REQUIRED WORK:
Print this span of the material below exactly: the line with "display:flex; align-items:center; height:66px;", the line with "display:flex; gap:14px; margin-top:auto;", and every line between them, but nothing else.

:: RECORDS FOR THE TASK

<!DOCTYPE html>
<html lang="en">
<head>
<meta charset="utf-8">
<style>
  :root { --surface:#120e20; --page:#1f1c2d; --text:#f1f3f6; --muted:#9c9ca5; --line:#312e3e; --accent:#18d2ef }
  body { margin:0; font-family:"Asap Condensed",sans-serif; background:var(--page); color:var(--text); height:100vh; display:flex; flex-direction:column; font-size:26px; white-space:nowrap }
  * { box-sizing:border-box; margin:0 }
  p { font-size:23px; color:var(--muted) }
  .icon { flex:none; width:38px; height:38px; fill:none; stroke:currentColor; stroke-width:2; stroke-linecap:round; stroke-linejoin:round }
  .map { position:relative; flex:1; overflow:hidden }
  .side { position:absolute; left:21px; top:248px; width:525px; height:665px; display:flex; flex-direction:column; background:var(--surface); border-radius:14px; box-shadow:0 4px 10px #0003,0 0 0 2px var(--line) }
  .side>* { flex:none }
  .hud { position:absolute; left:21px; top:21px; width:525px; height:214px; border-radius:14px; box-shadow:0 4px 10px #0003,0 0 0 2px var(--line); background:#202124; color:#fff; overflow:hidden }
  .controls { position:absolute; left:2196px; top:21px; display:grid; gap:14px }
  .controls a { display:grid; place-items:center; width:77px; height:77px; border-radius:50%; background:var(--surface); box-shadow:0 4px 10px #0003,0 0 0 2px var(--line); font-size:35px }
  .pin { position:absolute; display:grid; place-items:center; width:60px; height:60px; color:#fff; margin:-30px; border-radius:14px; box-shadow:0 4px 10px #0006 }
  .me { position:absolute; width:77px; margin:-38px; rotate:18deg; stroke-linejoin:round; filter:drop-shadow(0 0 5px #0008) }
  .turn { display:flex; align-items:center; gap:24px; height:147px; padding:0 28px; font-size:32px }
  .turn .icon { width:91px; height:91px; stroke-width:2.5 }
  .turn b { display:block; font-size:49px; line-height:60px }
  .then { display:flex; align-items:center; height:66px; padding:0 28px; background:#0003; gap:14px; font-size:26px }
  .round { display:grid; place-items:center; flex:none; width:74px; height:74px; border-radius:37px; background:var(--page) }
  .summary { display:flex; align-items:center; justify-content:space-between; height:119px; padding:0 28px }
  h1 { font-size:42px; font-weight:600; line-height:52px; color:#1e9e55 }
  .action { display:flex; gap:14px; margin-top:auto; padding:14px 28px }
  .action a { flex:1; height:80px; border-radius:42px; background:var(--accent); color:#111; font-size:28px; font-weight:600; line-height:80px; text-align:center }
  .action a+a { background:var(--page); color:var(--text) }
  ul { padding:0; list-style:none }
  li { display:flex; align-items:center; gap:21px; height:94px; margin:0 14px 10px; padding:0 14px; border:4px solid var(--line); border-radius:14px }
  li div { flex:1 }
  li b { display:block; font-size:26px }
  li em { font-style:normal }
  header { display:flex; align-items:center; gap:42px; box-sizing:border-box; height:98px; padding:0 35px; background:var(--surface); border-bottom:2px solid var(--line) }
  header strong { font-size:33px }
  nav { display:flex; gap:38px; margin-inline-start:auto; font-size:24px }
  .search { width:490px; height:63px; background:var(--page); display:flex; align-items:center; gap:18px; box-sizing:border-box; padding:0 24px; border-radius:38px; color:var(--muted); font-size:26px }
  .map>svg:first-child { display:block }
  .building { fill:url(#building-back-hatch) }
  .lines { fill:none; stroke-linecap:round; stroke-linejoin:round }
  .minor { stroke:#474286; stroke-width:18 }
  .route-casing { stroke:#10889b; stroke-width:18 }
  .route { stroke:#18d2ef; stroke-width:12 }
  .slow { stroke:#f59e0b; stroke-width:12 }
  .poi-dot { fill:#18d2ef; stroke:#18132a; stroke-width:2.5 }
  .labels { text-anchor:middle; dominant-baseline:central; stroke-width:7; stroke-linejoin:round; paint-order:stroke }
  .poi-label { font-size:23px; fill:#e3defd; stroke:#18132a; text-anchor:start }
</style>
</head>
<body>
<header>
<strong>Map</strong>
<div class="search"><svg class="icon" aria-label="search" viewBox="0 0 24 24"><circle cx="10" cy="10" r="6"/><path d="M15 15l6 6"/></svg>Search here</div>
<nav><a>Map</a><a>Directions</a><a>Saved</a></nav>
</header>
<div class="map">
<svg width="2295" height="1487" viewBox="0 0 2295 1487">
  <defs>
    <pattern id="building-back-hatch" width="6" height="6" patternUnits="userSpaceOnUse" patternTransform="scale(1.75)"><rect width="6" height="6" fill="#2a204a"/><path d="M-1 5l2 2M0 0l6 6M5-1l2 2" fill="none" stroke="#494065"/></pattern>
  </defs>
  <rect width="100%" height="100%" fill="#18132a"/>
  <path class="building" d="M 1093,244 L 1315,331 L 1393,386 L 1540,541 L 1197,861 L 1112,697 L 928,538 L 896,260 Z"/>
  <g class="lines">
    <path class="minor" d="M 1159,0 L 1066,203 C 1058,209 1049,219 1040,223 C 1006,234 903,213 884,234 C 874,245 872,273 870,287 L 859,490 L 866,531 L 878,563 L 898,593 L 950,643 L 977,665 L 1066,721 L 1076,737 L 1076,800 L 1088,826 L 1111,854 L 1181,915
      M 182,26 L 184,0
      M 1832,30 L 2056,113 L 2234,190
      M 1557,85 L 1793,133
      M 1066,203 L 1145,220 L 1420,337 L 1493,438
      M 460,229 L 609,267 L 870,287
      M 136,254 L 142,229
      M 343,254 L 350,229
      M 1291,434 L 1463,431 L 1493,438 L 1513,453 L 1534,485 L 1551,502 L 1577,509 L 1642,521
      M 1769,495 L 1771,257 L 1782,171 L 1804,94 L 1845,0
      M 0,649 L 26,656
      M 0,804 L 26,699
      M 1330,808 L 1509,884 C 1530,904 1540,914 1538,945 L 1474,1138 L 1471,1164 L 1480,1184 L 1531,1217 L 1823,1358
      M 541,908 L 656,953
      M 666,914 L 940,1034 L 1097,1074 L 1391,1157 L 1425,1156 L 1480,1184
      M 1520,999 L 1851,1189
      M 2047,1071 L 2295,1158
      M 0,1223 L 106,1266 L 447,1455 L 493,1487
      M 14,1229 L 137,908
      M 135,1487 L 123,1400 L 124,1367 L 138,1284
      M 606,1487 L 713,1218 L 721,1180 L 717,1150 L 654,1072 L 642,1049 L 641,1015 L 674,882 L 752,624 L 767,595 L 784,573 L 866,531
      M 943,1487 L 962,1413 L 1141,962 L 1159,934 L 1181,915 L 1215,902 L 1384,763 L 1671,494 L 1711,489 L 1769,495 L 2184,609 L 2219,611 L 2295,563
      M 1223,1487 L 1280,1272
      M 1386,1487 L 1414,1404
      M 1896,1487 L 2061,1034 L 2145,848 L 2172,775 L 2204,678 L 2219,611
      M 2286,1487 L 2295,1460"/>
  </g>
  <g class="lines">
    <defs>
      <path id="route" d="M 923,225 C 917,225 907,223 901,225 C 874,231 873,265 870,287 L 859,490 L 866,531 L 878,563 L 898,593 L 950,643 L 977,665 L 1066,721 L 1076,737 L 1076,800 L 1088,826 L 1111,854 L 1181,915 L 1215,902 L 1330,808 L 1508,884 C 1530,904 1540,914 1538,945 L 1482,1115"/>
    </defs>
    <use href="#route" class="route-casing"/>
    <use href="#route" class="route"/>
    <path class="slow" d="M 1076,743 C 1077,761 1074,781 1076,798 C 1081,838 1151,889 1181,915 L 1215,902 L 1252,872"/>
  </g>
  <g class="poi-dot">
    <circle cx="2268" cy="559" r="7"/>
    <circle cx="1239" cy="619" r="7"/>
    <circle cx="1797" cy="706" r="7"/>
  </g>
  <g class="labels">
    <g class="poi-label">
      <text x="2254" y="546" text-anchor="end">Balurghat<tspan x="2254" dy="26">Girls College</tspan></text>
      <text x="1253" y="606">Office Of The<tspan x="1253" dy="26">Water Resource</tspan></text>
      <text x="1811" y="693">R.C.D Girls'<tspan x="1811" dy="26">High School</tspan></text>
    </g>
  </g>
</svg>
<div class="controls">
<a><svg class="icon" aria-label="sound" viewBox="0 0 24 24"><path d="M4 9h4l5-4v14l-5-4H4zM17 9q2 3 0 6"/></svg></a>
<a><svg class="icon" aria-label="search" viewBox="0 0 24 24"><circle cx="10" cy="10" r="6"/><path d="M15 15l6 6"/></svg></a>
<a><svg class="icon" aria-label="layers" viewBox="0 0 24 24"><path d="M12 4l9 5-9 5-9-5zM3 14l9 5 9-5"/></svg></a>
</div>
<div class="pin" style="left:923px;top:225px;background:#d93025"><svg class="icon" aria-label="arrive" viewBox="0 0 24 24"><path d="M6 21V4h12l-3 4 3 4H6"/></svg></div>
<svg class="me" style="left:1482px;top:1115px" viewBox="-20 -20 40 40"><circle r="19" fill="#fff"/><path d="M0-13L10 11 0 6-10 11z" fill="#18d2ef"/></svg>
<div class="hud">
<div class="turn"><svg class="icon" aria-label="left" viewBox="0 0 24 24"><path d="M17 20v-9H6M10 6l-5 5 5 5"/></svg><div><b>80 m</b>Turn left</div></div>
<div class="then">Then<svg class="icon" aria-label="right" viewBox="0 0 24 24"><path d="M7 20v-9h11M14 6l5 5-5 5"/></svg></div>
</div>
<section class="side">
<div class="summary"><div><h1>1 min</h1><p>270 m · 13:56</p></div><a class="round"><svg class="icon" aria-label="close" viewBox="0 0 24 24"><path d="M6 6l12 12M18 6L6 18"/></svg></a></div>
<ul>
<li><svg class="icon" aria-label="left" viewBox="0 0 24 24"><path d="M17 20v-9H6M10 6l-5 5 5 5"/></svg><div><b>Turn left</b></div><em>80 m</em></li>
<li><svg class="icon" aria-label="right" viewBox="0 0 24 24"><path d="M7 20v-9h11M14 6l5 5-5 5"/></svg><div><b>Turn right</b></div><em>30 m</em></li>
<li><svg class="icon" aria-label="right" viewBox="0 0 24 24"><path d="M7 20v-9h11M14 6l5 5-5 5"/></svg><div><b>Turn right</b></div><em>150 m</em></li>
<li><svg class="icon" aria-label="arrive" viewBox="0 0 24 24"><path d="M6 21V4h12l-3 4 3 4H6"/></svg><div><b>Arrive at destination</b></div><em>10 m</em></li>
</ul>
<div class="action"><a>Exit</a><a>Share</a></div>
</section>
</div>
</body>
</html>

::::

SOLUTION FOR THIS EXERCISE:
  .then { display:flex; align-items:center; height:66px; padding:0 28px; background:#0003; gap:14px; font-size:26px }
  .round { display:grid; place-items:center; flex:none; width:74px; height:74px; border-radius:37px; background:var(--page) }
  .summary { display:flex; align-items:center; justify-content:space-between; height:119px; padding:0 28px }
  h1 { font-size:42px; font-weight:600; line-height:52px; color:#1e9e55 }
  .action { display:flex; gap:14px; margin-top:auto; padding:14px 28px }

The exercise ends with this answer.